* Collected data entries
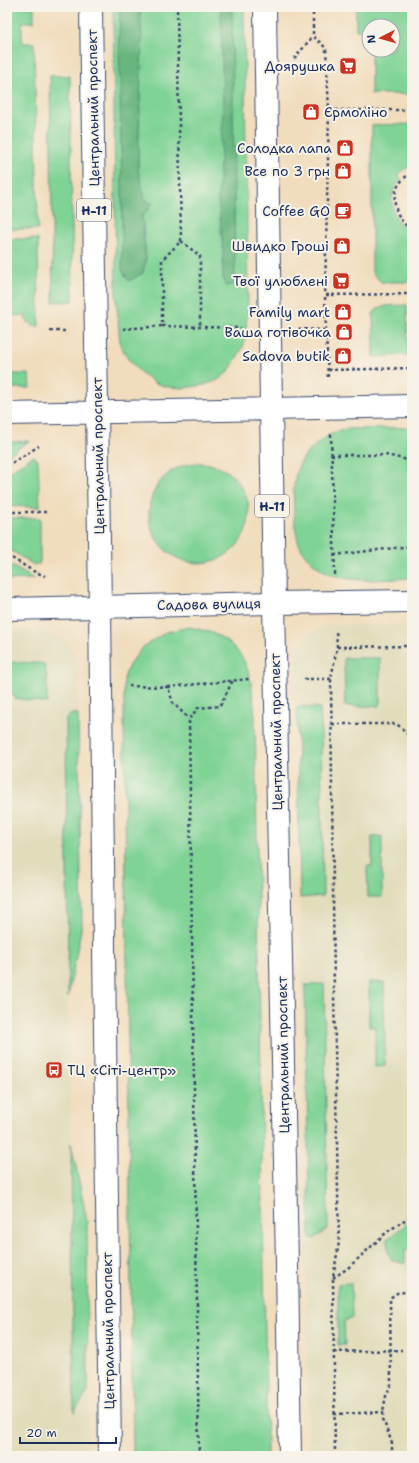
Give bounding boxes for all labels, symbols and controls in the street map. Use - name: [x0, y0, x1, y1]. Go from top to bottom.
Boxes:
- north arrow: [361, 18, 401, 58]
- street label: Центральний проспект: [83, 28, 103, 187]
- text: N: [364, 34, 379, 44]
- supermarket icon: Доярушка: [338, 56, 358, 76]
- place label: Доярушка: [264, 57, 335, 75]
- shop icon: Єрмоліно: [301, 102, 321, 122]
- place label: Єрмоліно: [324, 103, 388, 121]
- shop icon: Солодка лапа: [335, 138, 355, 158]
- place label: Солодка лапа: [237, 139, 332, 157]
- shop icon: Все по 3 грн: [333, 161, 353, 181]
- place label: Все по 3 грн: [244, 162, 330, 180]
- road number: Н-11: [77, 199, 111, 221]
- cafe icon: Coffee GO: [333, 201, 353, 221]
- place label: Coffee GO: [262, 202, 330, 220]
- shop icon: Швидко Гроші: [332, 236, 352, 256]
- place label: Швидко Гроші: [232, 237, 329, 255]
- supermarket icon: Твої улюблені: [331, 271, 351, 291]
- place label: Твої улюблені: [233, 272, 328, 290]
- shop icon: Family mart: [333, 302, 353, 322]
- place label: Family mart: [249, 303, 330, 321]
- shop icon: Ваша готівочка: [334, 322, 354, 342]
- place label: Ваша готівочка: [225, 323, 331, 341]
- shop icon: Sadova butik: [333, 346, 353, 366]
- place label: Sadova butik: [242, 347, 330, 365]
- street label: Центральний проспект: [88, 376, 108, 535]
- road number: Н-11: [255, 495, 289, 517]
- street label: Садова вулиця: [157, 594, 261, 614]
- street label: Центральний проспект: [266, 652, 286, 811]
- street label: Центральний проспект: [273, 975, 293, 1134]
- bus stop icon: ТЦ «Сіті-центр»: [44, 1060, 64, 1080]
- place label: ТЦ «Сіті-центр»: [67, 1061, 176, 1079]
- street label: Центральний проспект: [98, 1251, 118, 1410]
- scale bar: [20, 1419, 116, 1445]
- text: 20 m: [26, 1425, 57, 1441]

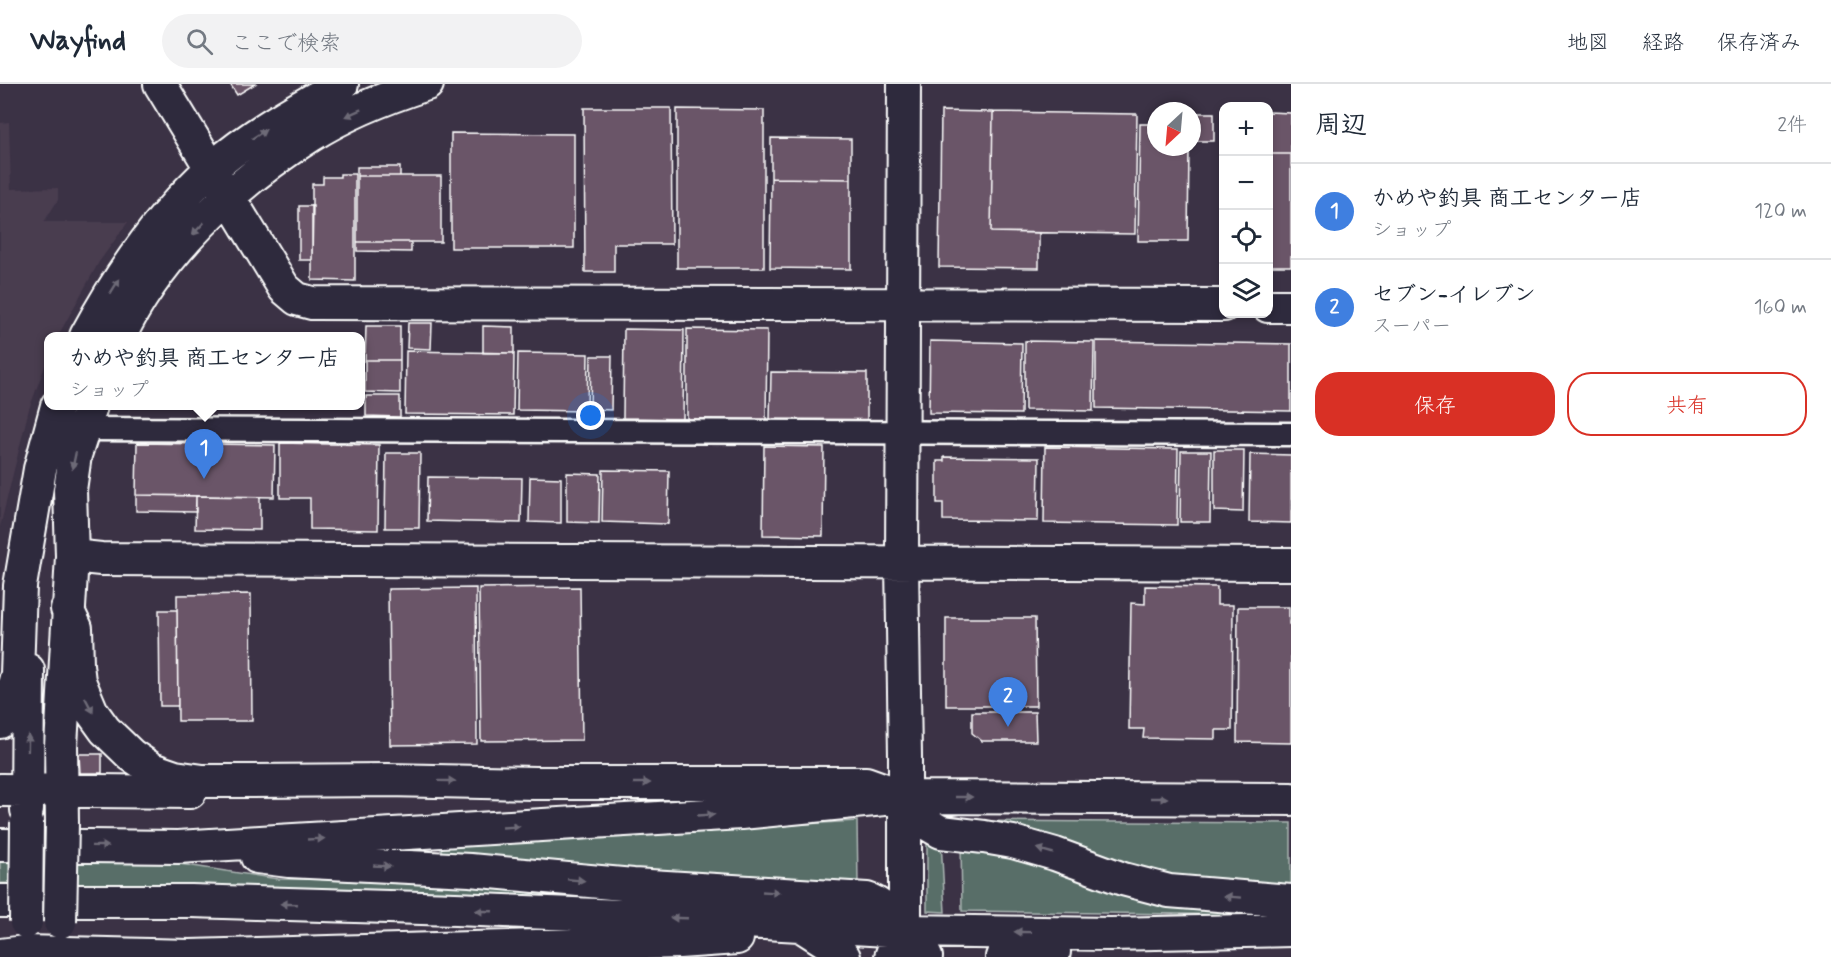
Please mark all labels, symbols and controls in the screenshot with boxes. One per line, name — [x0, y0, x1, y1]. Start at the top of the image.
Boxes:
search box — [162, 14, 582, 68]
text: Wayfind — [30, 23, 126, 60]
icon: search — [183, 25, 216, 58]
text: 地図 — [1567, 29, 1609, 57]
text: 経路 — [1642, 29, 1684, 57]
text: 保存済み — [1717, 29, 1801, 57]
text: ここで検索 — [231, 30, 341, 58]
north arrow — [1147, 102, 1201, 156]
map controls — [1219, 102, 1273, 318]
button: + — [1219, 102, 1273, 156]
one-way arrow — [344, 108, 362, 118]
text: 周辺 — [1315, 109, 1367, 143]
text: 2件 — [1777, 112, 1807, 139]
one-way arrow — [250, 128, 266, 140]
button: − — [1219, 156, 1273, 210]
text: かめや釣具 商工センター店 — [1372, 185, 1642, 213]
text: 1 — [1330, 198, 1339, 225]
text: 120 m — [1754, 198, 1807, 225]
button: locate — [1219, 210, 1273, 264]
text: ショップ — [1372, 217, 1451, 244]
one-way arrow — [191, 221, 205, 236]
button: layers — [1219, 264, 1273, 318]
one-way arrow — [110, 278, 121, 294]
text: セブン-イレブン — [1372, 281, 1536, 309]
text: 2 — [1330, 294, 1339, 321]
text: 160 m — [1754, 294, 1807, 321]
text: スーパー — [1372, 313, 1451, 340]
popup — [44, 332, 365, 410]
text: かめや釣具 商工センター店 — [70, 345, 339, 373]
button: 保存 — [1315, 372, 1555, 436]
button: 共有 — [1567, 372, 1807, 436]
text: ショップ — [70, 377, 149, 404]
your location — [576, 401, 605, 430]
pin: 1 — [184, 430, 224, 479]
one-way arrow — [69, 452, 78, 471]
pin: 2 — [988, 678, 1028, 727]
one-way arrow — [84, 697, 94, 714]
one-way arrow — [23, 733, 33, 752]
one-way arrow — [437, 776, 456, 786]
one-way arrow — [632, 778, 651, 788]
one-way arrow — [954, 792, 973, 802]
one-way arrow — [1149, 793, 1168, 803]
one-way arrow — [696, 810, 715, 820]
one-way arrow — [501, 822, 520, 831]
one-way arrow — [307, 834, 326, 843]
one-way arrow — [91, 842, 110, 851]
one-way arrow — [1035, 846, 1053, 855]
one-way arrow — [373, 861, 392, 870]
one-way arrow — [567, 875, 586, 885]
one-way arrow — [762, 888, 781, 897]
one-way arrow — [1223, 892, 1242, 902]
one-way arrow — [280, 900, 299, 909]
one-way arrow — [475, 906, 494, 915]
one-way arrow — [670, 914, 689, 923]
one-way arrow — [1013, 927, 1032, 937]

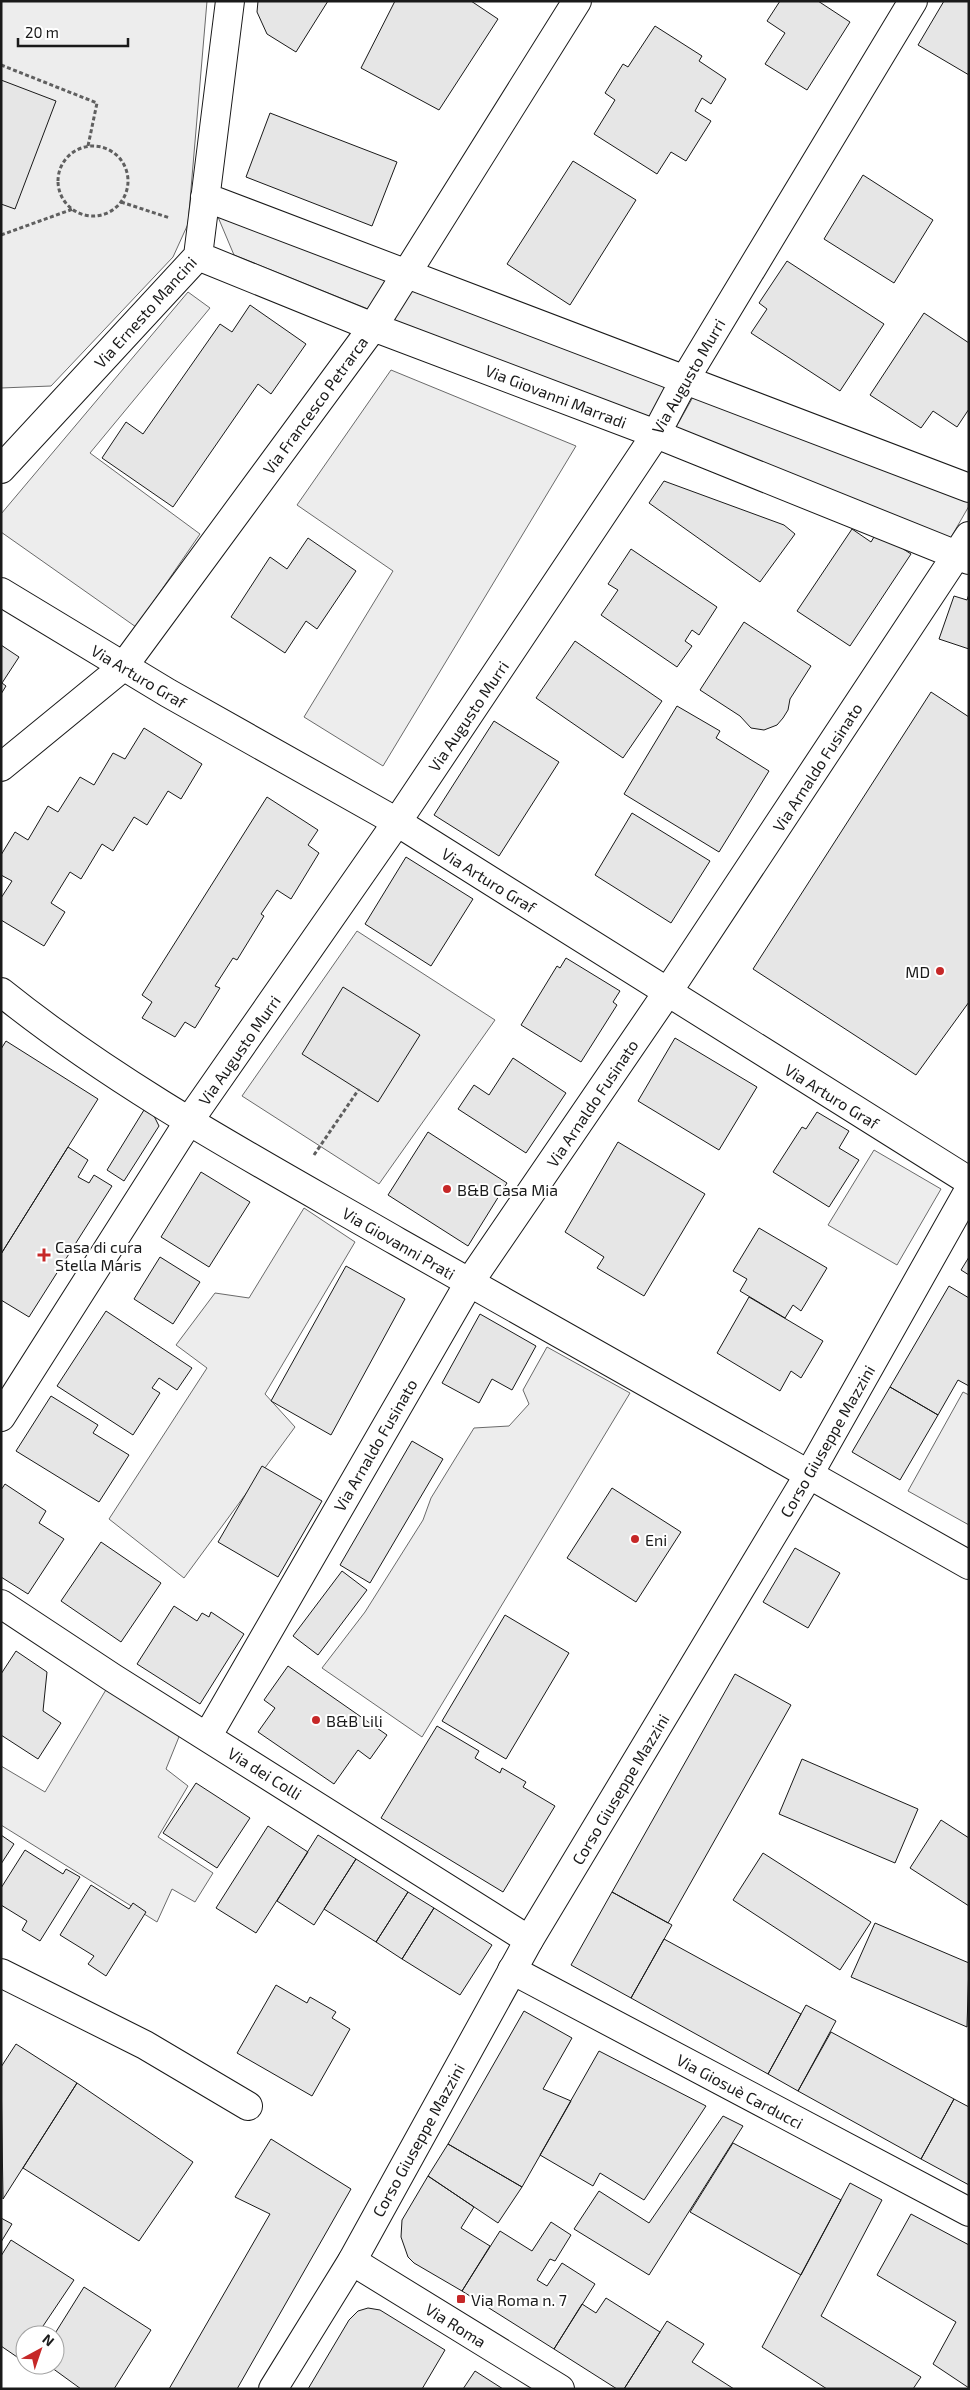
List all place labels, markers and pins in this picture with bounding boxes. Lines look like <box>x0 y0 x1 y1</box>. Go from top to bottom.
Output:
place label: MD <box>905 962 930 981</box>
marker: MD <box>934 965 946 977</box>
place label: B&B Casa Mia <box>457 1180 558 1199</box>
marker: B&B Casa Mia <box>441 1183 453 1195</box>
place label: Casa di cura Stella Maris <box>55 1237 142 1274</box>
marker: Casa di cura Stella Maris <box>37 1248 51 1262</box>
place label: Eni <box>645 1530 667 1549</box>
marker: Eni <box>629 1533 641 1545</box>
place label: B&B Lili <box>326 1711 383 1730</box>
marker: B&B Lili <box>310 1714 322 1726</box>
place label: Via Roma n. 7 <box>471 2290 567 2309</box>
marker: Via Roma n. 7 <box>455 2293 467 2305</box>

* What you have to do
Write out every record exactly. Leave the pictures out.

* Result of this task
Give bounding boxes for all labels, symbols and controls in the street map. Use - name: [x0, y0, x1, y1]. Go from top to bottom.
Boxes:
- north arrow: [361, 18, 401, 58]
- street label: Центральний проспект: [83, 28, 103, 187]
- text: N: [364, 34, 379, 44]
- supermarket icon: Доярушка: [338, 56, 358, 76]
- place label: Доярушка: [264, 57, 335, 75]
- shop icon: Єрмоліно: [301, 102, 321, 122]
- place label: Єрмоліно: [324, 103, 388, 121]
- shop icon: Солодка лапа: [335, 138, 355, 158]
- place label: Солодка лапа: [237, 139, 332, 157]
- shop icon: Все по 3 грн: [333, 161, 353, 181]
- place label: Все по 3 грн: [244, 162, 330, 180]
- road number: Н-11: [77, 199, 111, 221]
- cafe icon: Coffee GO: [333, 201, 353, 221]
- place label: Coffee GO: [262, 202, 330, 220]
- shop icon: Швидко Гроші: [332, 236, 352, 256]
- place label: Швидко Гроші: [232, 237, 329, 255]
- supermarket icon: Твої улюблені: [331, 271, 351, 291]
- place label: Твої улюблені: [233, 272, 328, 290]
- shop icon: Family mart: [333, 302, 353, 322]
- place label: Family mart: [249, 303, 330, 321]
- shop icon: Ваша готівочка: [334, 322, 354, 342]
- place label: Ваша готівочка: [225, 323, 331, 341]
- shop icon: Sadova butik: [333, 346, 353, 366]
- place label: Sadova butik: [242, 347, 330, 365]
- street label: Центральний проспект: [88, 376, 108, 535]
- road number: Н-11: [255, 495, 289, 517]
- street label: Садова вулиця: [157, 594, 261, 614]
- street label: Центральний проспект: [266, 652, 286, 811]
- street label: Центральний проспект: [273, 975, 293, 1134]
- bus stop icon: ТЦ «Сіті-центр»: [44, 1060, 64, 1080]
- place label: ТЦ «Сіті-центр»: [67, 1061, 176, 1079]
- street label: Центральний проспект: [98, 1251, 118, 1410]
- scale bar: [20, 1419, 116, 1445]
- text: 20 m: [26, 1425, 57, 1441]

Please mark all labels, symbols and controls in the screenshot with boxes. One per line, name — [x0, y0, x1, y1]. Start at the top of the image.
Boxes:
search box — [162, 14, 582, 68]
text: Wayfind — [30, 23, 126, 60]
icon: search — [183, 25, 216, 58]
text: 地図 — [1567, 29, 1609, 57]
text: 経路 — [1642, 29, 1684, 57]
text: 保存済み — [1717, 29, 1801, 57]
text: ここで検索 — [231, 30, 341, 58]
north arrow — [1147, 102, 1201, 156]
map controls — [1219, 102, 1273, 318]
button: + — [1219, 102, 1273, 156]
one-way arrow — [344, 108, 362, 118]
text: 周辺 — [1315, 109, 1367, 143]
text: 2件 — [1777, 112, 1807, 139]
one-way arrow — [250, 128, 266, 140]
button: − — [1219, 156, 1273, 210]
text: かめや釣具 商工センター店 — [1372, 185, 1642, 213]
text: 1 — [1330, 198, 1339, 225]
text: 120 m — [1754, 198, 1807, 225]
button: locate — [1219, 210, 1273, 264]
text: ショップ — [1372, 217, 1451, 244]
one-way arrow — [191, 221, 205, 236]
button: layers — [1219, 264, 1273, 318]
one-way arrow — [110, 278, 121, 294]
text: セブン-イレブン — [1372, 281, 1536, 309]
text: 2 — [1330, 294, 1339, 321]
text: 160 m — [1754, 294, 1807, 321]
text: スーパー — [1372, 313, 1451, 340]
popup — [44, 332, 365, 410]
text: かめや釣具 商工センター店 — [70, 345, 339, 373]
button: 保存 — [1315, 372, 1555, 436]
button: 共有 — [1567, 372, 1807, 436]
text: ショップ — [70, 377, 149, 404]
your location — [576, 401, 605, 430]
pin: 1 — [184, 430, 224, 479]
one-way arrow — [69, 452, 78, 471]
pin: 2 — [988, 678, 1028, 727]
one-way arrow — [84, 697, 94, 714]
one-way arrow — [23, 733, 33, 752]
one-way arrow — [437, 776, 456, 786]
one-way arrow — [632, 778, 651, 788]
one-way arrow — [954, 792, 973, 802]
one-way arrow — [1149, 793, 1168, 803]
one-way arrow — [696, 810, 715, 820]
one-way arrow — [501, 822, 520, 831]
one-way arrow — [307, 834, 326, 843]
one-way arrow — [91, 842, 110, 851]
one-way arrow — [1035, 846, 1053, 855]
one-way arrow — [373, 861, 392, 870]
one-way arrow — [567, 875, 586, 885]
one-way arrow — [762, 888, 781, 897]
one-way arrow — [1223, 892, 1242, 902]
one-way arrow — [280, 900, 299, 909]
one-way arrow — [475, 906, 494, 915]
one-way arrow — [670, 914, 689, 923]
one-way arrow — [1013, 927, 1032, 937]

List all place labels, markers and pins in this picture with bounding boxes. Lines look like <box>x0 y0 x1 y1</box>. Go from top to bottom.
Output:
place label: MD <box>905 962 930 981</box>
marker: MD <box>934 965 946 977</box>
place label: B&B Casa Mia <box>457 1180 558 1199</box>
marker: B&B Casa Mia <box>441 1183 453 1195</box>
place label: Casa di cura Stella Maris <box>55 1237 142 1274</box>
marker: Casa di cura Stella Maris <box>37 1248 51 1262</box>
place label: Eni <box>645 1530 667 1549</box>
marker: Eni <box>629 1533 641 1545</box>
place label: B&B Lili <box>326 1711 383 1730</box>
marker: B&B Lili <box>310 1714 322 1726</box>
place label: Via Roma n. 7 <box>471 2290 567 2309</box>
marker: Via Roma n. 7 <box>455 2293 467 2305</box>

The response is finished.